Penyebab Mobil Miring Sebelah Saat Diparkir

Bengkel kaki kaki mobil – Pernah pas mau masuk mobil di parkiran mall, Anda merasa ada yang aneh. Pas dilihat dari belakang, kok bodi mobil miring ke kanan atau ke kiri. Kejadian seperti ini sering bikin pemilik kendaraan langsung kepikiran. Masalahnya bodi yang kelihatan ambles sebelah tetap kelihatan jelas meski posisi parkir sudah di lantai yang benar benar rata.

Jangan sekali kali menganggap sepele urusan bodi miring ini. Sinyal bahaya. Biasanya ada masalah serius yang sedang terjadi di area sistem suspensi atau komponen kaki kaki mobil Anda. Kalau dibiarkan berlarut larut, bantingan mobil jelas jadi tidak enak dan kenyamanan berkendara pasti merosot tajam. Efek dominonya bisa merembet merusak komponen sehat lainnya.

Nah, kali ini kita akan mengupas tuntas apa saja yang memicu bodi mobil jadi miring sebelah saat berhenti termasuk bagaimana cara mendeteksi dan memperbaikinya.

Kenapa Mobil Bisa Miring Sebelah?

Pada waktu keluar dari pabrik, tinggi bodi mobil sisi kanan dan kiri pasti presisi. Seimbang.

Tugas berat menopang bobot kendaraan seberat ratusan kilogram itu ada di pundak sistem suspensi. Mereka membagi beban secara merata supaya mobil tetap stabil saat melaju maupun diam. Begitu ada satu part yang mulai aus atau kehilangan daya melentingnya, otomatis satu sisi mobil akan ambles.

Efek kerusakan suspensi paling gampang diendus justru waktu mobil sedang tidak bergerak alias pas diparkir.

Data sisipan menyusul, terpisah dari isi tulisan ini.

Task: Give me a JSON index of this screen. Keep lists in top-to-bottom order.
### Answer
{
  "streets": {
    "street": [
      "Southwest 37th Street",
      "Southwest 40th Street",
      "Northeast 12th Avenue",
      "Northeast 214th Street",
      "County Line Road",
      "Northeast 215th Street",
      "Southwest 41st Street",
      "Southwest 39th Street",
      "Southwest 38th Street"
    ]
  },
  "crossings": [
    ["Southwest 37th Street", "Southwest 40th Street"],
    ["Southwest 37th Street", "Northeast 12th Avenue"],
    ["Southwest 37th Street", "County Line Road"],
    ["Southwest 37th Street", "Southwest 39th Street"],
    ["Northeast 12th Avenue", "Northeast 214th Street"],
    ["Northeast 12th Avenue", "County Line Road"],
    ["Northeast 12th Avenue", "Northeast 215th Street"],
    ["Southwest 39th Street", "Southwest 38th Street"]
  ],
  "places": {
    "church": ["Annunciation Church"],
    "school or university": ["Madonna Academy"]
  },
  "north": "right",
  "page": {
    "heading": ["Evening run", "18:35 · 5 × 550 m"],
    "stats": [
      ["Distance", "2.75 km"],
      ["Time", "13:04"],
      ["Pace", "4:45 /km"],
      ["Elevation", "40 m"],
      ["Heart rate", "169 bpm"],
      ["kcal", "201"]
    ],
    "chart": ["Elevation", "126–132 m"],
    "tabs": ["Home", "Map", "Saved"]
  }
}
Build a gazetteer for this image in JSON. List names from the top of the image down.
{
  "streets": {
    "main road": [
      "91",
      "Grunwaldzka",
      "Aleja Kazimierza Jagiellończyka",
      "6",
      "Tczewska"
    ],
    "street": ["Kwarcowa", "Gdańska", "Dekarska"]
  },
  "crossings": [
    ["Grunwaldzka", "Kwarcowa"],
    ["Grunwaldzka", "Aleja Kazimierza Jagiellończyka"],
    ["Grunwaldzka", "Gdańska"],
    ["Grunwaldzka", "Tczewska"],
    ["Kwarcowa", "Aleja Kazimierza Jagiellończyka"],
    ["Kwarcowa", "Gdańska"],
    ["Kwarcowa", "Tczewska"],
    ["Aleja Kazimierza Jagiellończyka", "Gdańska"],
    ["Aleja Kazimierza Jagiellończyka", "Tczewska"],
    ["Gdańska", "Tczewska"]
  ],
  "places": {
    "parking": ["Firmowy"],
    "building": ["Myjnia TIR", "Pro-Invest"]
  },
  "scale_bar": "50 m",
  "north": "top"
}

Penyebab Mobil Miring Sebelah Saat Diparkir

Ada banyak faktor yang membuat tongkrongan mobil jadi kelihatan tidak simetris lagi.

1. Per Suspensi Mulai Lemah

Komponen per punya andil besar untuk menahan berat kendaraan sekaligus menjaga ground clearance tetap ideal. Seiring berjalannya waktu, logam pada per bisa mengalami kelelahan material. Otomatis kemampuannya menahan beban akan menyusut. Sisi mobil yang pernya sudah loyo bakal kelihatan ambles dibanding sisi sebelahnya. Masalah ini sangat lazim menimpa mobil mobil yang jam terbangnya sudah tinggi.

2. Shockbreaker Sudah Rusak

Fungsi utama shockbreaker adalah meredam ayunan berlebih dari per kendaraan. Begitu oli atau gas di dalam tabung shockbreaker bocor, daya tahannya langsung hilang drastis. Efeknya bodi mobil bisa turun di satu sisi dan bantingan mobil jadi terasa keras sebelah. Anda juga bakal merasakan mobil jadi limbung mirip kapal laut saat dipakai melibas tikungan.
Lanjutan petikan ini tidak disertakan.